_Brief_
In the material below, find each line holding the string "read" and copy it.
━━ Source material
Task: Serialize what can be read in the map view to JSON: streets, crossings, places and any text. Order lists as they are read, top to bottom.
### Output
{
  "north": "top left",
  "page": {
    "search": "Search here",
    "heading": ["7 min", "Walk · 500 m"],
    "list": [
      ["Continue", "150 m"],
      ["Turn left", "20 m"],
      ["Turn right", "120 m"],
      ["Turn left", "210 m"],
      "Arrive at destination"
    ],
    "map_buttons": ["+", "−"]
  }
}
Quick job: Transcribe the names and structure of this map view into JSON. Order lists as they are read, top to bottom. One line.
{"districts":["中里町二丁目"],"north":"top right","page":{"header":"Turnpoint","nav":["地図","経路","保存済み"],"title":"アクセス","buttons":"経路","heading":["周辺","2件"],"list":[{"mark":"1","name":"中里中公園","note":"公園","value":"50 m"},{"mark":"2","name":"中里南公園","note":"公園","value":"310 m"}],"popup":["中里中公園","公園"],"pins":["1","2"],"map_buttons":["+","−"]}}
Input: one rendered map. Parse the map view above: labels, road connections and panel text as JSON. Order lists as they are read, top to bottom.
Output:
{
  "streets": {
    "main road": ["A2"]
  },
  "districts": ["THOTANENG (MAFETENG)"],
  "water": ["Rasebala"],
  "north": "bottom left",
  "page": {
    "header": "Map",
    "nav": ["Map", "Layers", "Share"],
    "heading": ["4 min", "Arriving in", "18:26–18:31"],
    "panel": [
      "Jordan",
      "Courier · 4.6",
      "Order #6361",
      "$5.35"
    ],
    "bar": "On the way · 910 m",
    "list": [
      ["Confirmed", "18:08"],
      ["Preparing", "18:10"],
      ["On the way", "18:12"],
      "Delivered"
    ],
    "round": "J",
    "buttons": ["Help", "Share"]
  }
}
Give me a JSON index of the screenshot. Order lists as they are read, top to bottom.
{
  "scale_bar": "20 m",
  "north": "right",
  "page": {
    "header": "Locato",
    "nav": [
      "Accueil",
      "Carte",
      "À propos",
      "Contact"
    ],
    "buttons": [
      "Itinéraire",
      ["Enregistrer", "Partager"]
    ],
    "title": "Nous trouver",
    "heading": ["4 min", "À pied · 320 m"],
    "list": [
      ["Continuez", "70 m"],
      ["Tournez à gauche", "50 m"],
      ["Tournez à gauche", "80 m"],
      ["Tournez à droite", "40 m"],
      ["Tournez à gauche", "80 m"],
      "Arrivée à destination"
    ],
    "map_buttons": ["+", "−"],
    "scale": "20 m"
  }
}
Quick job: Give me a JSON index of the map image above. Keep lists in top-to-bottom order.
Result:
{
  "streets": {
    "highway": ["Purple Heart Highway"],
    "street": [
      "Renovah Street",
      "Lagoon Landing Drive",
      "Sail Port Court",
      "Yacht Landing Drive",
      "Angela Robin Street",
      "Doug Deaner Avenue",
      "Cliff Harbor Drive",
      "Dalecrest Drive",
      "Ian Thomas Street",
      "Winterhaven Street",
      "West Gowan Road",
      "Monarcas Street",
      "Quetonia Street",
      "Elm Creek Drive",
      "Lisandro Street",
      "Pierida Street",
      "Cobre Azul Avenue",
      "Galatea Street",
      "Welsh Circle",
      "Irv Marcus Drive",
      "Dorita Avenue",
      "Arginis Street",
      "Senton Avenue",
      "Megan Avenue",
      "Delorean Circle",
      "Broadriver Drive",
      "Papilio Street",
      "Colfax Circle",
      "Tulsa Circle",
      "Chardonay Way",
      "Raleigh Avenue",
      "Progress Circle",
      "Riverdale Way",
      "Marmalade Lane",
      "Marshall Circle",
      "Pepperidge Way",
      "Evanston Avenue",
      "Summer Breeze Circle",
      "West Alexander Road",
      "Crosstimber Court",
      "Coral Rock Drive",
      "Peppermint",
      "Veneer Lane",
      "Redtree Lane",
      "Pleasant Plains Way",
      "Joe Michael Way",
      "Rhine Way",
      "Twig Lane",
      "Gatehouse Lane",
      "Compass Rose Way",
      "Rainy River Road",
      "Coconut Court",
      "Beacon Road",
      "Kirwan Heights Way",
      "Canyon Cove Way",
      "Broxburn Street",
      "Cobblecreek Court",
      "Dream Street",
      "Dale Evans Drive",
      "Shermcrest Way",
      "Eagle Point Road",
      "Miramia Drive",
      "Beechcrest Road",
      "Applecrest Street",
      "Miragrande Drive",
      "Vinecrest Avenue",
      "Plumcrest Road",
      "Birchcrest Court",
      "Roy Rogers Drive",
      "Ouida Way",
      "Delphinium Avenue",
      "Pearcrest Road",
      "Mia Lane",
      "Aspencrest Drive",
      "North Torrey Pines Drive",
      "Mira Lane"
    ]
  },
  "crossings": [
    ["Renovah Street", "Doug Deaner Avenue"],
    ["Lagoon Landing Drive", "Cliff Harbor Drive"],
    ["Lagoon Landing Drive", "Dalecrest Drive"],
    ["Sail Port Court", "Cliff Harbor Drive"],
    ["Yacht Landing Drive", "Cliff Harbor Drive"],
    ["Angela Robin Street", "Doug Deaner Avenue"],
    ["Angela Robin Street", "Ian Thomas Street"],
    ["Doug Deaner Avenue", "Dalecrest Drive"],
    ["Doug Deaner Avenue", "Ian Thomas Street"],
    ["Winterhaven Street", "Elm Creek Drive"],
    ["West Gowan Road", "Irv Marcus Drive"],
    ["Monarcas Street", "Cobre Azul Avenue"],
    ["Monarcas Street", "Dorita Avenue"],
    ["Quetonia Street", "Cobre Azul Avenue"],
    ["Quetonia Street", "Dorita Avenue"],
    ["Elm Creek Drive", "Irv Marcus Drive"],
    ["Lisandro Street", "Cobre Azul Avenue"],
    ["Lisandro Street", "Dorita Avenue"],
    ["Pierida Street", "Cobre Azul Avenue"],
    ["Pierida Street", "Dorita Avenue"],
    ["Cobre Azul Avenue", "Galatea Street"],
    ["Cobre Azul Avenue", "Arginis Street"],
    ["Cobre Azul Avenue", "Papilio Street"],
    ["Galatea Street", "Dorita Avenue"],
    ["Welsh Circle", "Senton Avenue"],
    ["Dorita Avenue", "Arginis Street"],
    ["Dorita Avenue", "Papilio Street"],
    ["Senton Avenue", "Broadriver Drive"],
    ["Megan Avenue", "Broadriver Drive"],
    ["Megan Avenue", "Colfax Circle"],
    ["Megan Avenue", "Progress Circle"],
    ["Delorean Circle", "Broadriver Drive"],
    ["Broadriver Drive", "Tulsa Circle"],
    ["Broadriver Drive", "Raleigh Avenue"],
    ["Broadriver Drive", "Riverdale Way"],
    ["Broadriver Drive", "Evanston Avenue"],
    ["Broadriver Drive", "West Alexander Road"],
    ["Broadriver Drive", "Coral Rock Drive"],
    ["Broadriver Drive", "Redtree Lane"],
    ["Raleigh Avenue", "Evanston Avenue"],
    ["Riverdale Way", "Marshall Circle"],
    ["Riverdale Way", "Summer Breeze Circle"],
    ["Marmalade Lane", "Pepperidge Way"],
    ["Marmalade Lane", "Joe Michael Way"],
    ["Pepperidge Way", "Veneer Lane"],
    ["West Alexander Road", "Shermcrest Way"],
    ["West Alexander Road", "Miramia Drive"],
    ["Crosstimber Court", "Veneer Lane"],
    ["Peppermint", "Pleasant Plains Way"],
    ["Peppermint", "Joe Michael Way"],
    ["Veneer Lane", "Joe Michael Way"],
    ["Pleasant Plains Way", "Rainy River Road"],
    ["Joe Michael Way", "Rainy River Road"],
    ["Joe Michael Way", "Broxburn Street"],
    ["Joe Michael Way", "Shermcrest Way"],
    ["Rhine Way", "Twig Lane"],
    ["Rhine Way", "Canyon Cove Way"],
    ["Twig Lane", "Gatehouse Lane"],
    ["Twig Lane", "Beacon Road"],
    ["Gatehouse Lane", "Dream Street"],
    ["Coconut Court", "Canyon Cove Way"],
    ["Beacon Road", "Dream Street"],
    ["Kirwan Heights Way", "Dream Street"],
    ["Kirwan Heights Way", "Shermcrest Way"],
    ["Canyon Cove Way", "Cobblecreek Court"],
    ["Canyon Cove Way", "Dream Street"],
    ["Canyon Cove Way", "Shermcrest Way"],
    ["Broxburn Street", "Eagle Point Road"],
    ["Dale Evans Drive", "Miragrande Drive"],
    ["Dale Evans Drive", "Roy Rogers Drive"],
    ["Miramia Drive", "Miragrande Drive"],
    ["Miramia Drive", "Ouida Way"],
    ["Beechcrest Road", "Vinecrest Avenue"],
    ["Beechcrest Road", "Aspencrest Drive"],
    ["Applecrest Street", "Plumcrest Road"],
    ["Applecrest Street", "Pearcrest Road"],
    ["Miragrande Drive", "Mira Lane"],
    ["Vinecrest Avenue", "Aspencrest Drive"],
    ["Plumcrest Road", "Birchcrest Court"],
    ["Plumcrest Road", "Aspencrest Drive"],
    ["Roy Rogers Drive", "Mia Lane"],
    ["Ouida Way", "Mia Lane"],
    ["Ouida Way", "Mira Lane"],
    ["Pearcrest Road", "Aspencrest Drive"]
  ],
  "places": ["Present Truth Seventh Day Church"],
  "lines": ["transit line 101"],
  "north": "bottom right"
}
━━━━
_Response below_
Task: Serialize what can be read in the map view to JSON: streets, crossings, places and any text. Order lists as they are read, top to bottom.
Quick job: Transcribe the names and structure of this map view into JSON. Order lists as they are read, top to bottom. One line.
Input: one rendered map. Parse the map view above: labels, road connections and panel text as JSON. Order lists as they are read, top to bottom.
Give me a JSON index of the screenshot. Order lists as they are read, top to bottom.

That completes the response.